A wrap-up code (also called a disposition code or call code) is a short, structured label the agent applies at the end of a contact to record what it was about and how it ended. Codes feed the reporting layer that turns raw call volume into actionable categories — billing inquiry, refund, sales win, escalation, callback scheduled — and they are the single most leveraged data input the contact center collects without a transcription system.
How wrap-up codes work
The flow is mechanical and runs on every contact:
- The call ends or the chat closes.
- The agent enters after-call work and the desktop presents a list of allowed disposition codes (or a hierarchical picker).
- The agent selects the code that matches what just happened.
- The system writes the code into the contact record along with talk time, agent ID, queue, and any CRM links.
- The agent returns to available state.
The codes themselves are operationally meaningless until the reporting layer rolls them up — at which point they become the lens through which the operation understands what its customers are actually calling about.

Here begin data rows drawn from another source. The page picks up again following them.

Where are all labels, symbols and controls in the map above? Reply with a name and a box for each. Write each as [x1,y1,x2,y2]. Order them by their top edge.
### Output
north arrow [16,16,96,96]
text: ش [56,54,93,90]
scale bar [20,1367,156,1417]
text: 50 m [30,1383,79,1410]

What good wrap-up codes look like
The shape of the code list determines whether the data is useful or noise:
- Hierarchical: a top-level reason (Billing, Technical, Sales) drills into specific sub-codes (Billing → Refund Requested → Refund Approved). Granular enough to act on without forcing the agent through a 100-option flat list.
- Mutually exclusive: every contact maps to exactly one code. Multiple parallel taxonomies (reason + sentiment + resolution) live in separate fields, not as a single combined list.

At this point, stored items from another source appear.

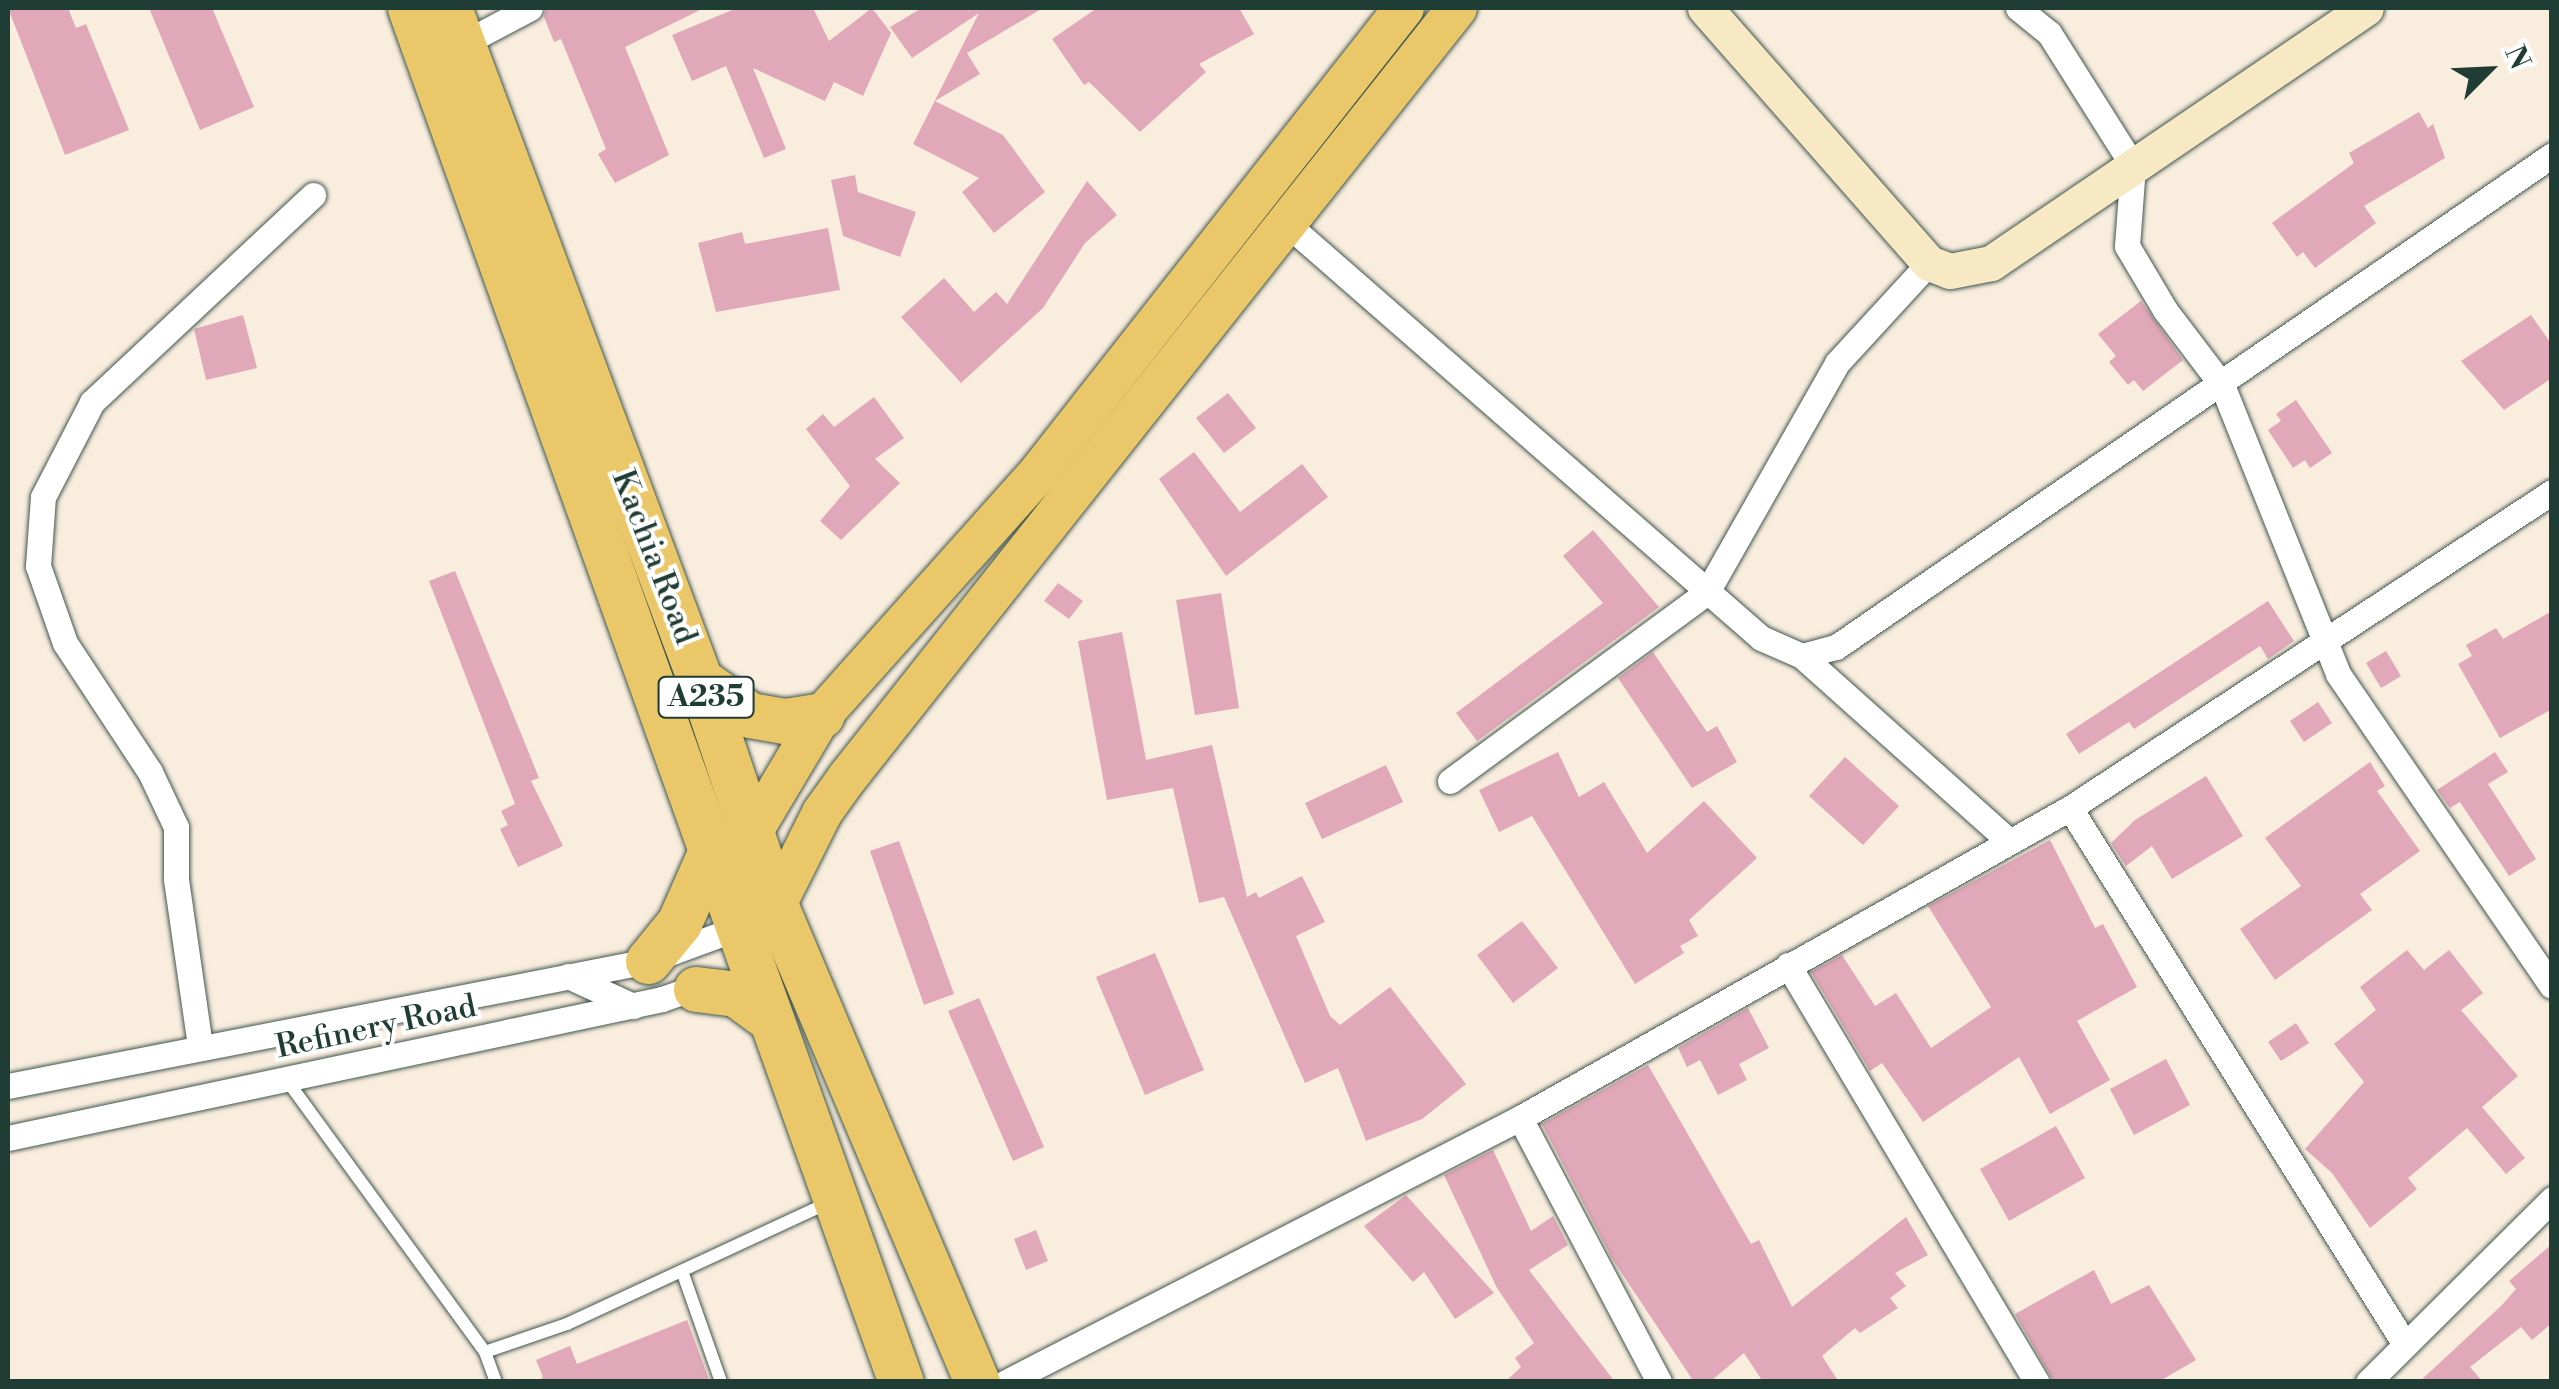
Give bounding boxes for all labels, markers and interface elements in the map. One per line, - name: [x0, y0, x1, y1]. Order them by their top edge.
- north arrow: [2439, 20, 2539, 120]
- text: N: [2496, 40, 2537, 75]
- street label: Kachia Road: [603, 465, 705, 649]
- road number: A235: [656, 672, 756, 722]
- street label: Refinery Road: [272, 987, 480, 1067]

- Outcome-aware: codes capture not just the topic but what happened (Resolved, Escalated, Callback Scheduled, Unable to Verify). This is the data that drives first-contact resolution reporting.

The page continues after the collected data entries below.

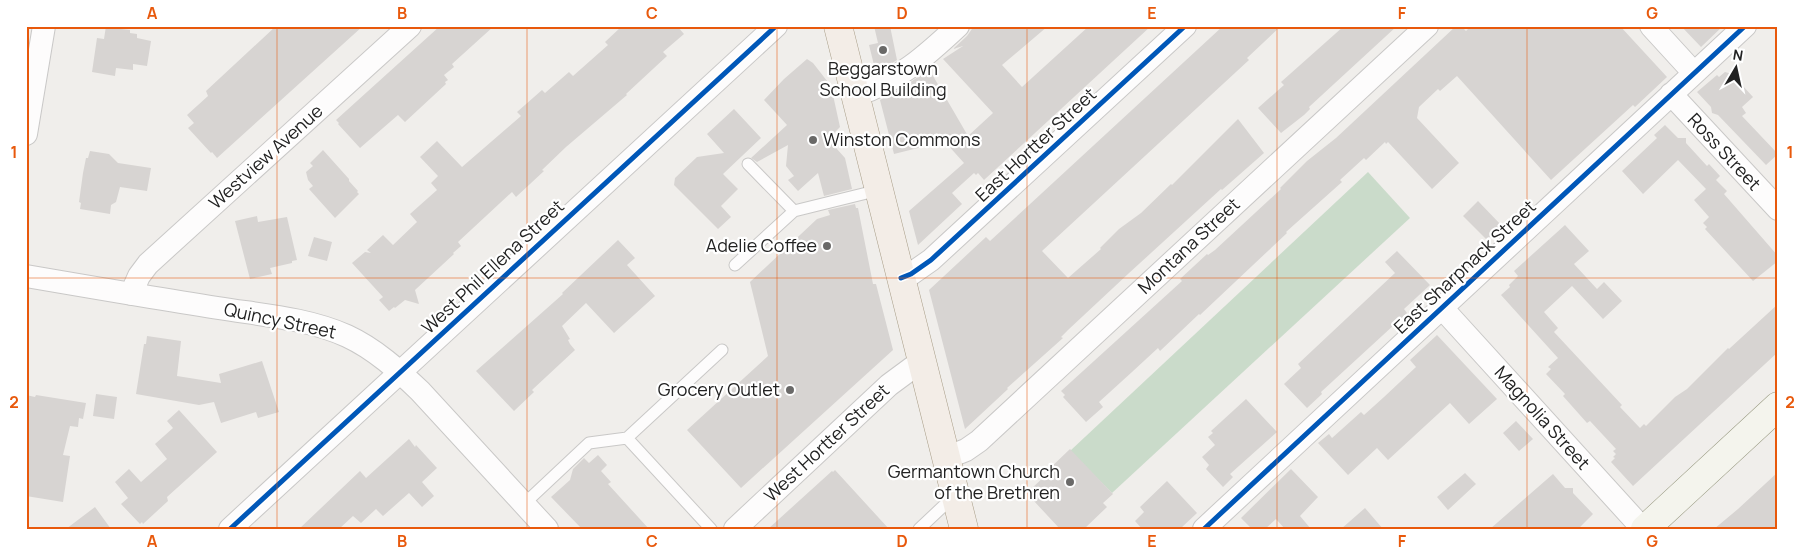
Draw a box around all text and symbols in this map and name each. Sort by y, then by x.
text: A [147,2,158,24]
text: B [397,2,407,24]
text: C [646,2,658,24]
text: D [896,2,908,24]
text: E [1147,2,1157,24]
text: F [1398,2,1407,24]
text: G [1646,2,1658,24]
north arrow [1712,42,1762,92]
marker: Beggarstown School Building [877,44,889,56]
text: N [1732,44,1745,65]
place label: Beggarstown School Building [819,56,947,101]
street label: East Hortter Street [970,82,1101,207]
street label: Westview Avenue [203,99,327,214]
street label: Ross Street [1683,108,1767,195]
place label: Winston Commons [823,127,980,151]
marker: Winston Commons [807,134,819,146]
text: 1 [10,141,18,163]
text: 1 [1786,141,1794,163]
street label: Montana Street [1132,192,1244,299]
street label: West Phil Ellena Street [416,194,569,339]
street label: East Sharpnack Street [1388,194,1540,338]
place label: Adelie Coffee [706,233,817,257]
marker: Adelie Coffee [821,240,833,252]
street label: Quincy Street [222,296,339,344]
street label: Magnolia Street [1490,360,1596,474]
place label: Grocery Outlet [658,377,780,401]
street label: West Hortter Street [759,378,894,507]
marker: Grocery Outlet [784,384,796,396]
text: 2 [9,391,19,413]
text: 2 [1785,391,1795,413]
place label: Germantown Church of the Brethren [888,459,1060,504]
marker: Germantown Church of the Brethren [1064,476,1076,488]
text: A [147,530,158,552]
text: B [397,530,407,552]
text: C [646,530,658,552]
text: D [896,530,908,552]
text: E [1147,530,1157,552]
text: F [1398,530,1407,552]
text: G [1646,530,1658,552]

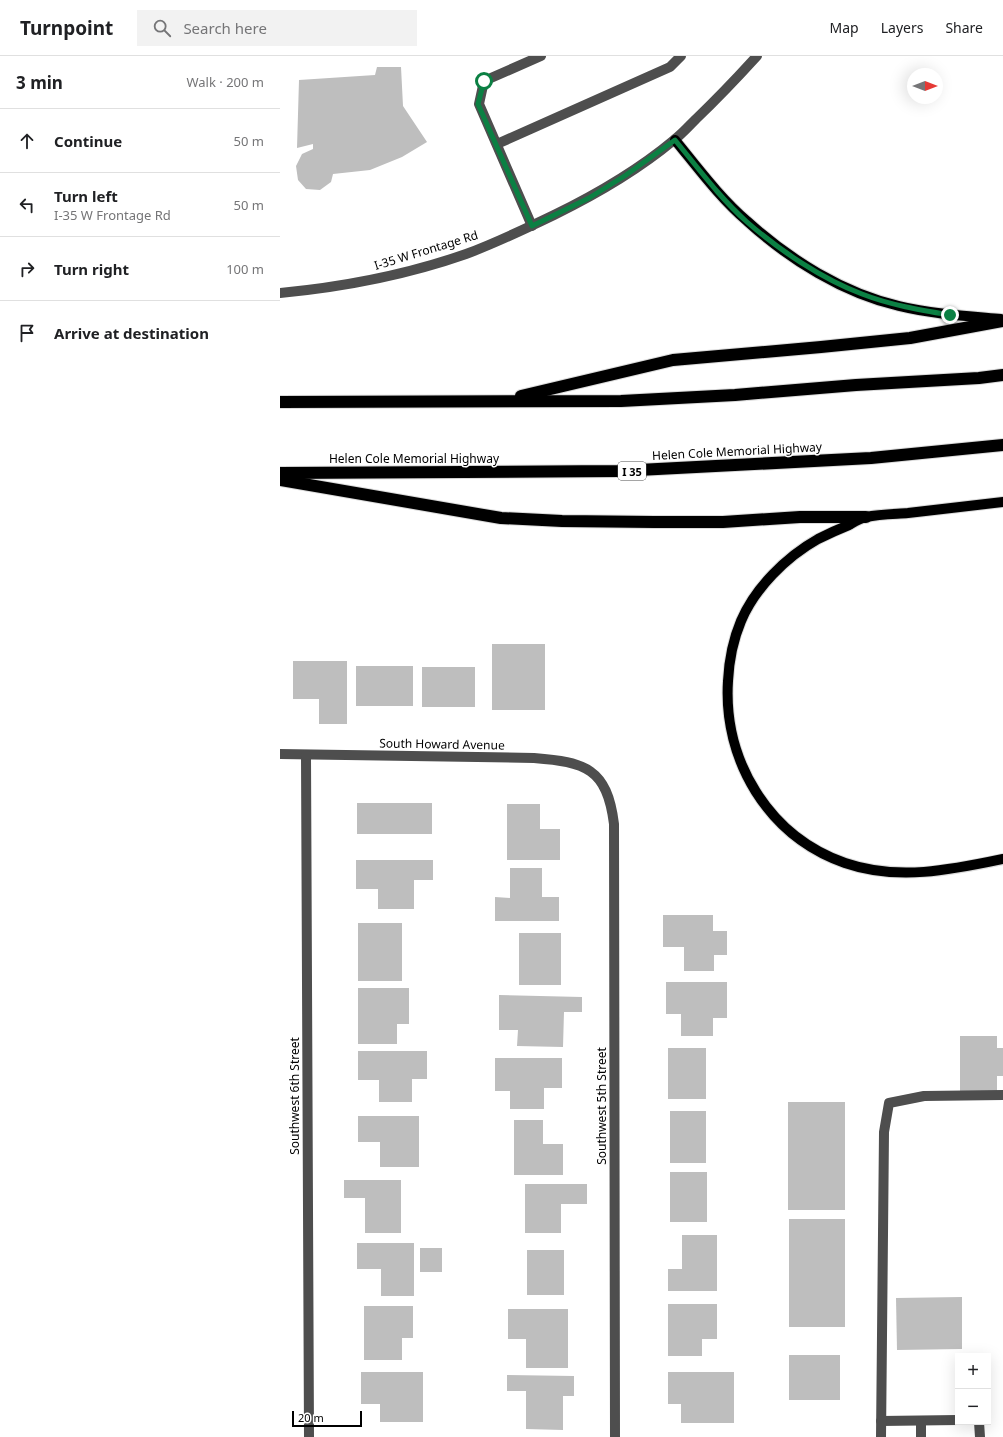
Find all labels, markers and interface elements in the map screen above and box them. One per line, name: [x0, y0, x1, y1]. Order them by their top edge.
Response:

- Reviewed quarterly: the code list reflects the operation’s current realities, not the labels from three years ago that no longer match the workflow.
- Tied to coaching: each code maps to a coaching playbook or a workflow change, otherwise it is just a label nobody acts on.
A 15-code list with discipline beats a 90-code list with sloppy selection. The hard work is curation, not enumeration.
Wrap-up codes vs. disposition codes vs. wrap-up time
Three terms that overlap and should not be conflated:
- Wrap-up code / disposition code: the label the agent enters. Same thing under two names — different vendors use different terminology.
- After-call work (ACW) / wrap-up time: the time period during which the agent enters the code and completes any follow-up. A duration metric, not a label.
- Wrap-up reason: a more granular taxonomy some platforms layer beneath the headline disposition code.
The KPI that matters operationally is “what happened on this call” (the code) plus “how long did the agent spend wrapping it up” (the time). The two move independently and both deserve attention.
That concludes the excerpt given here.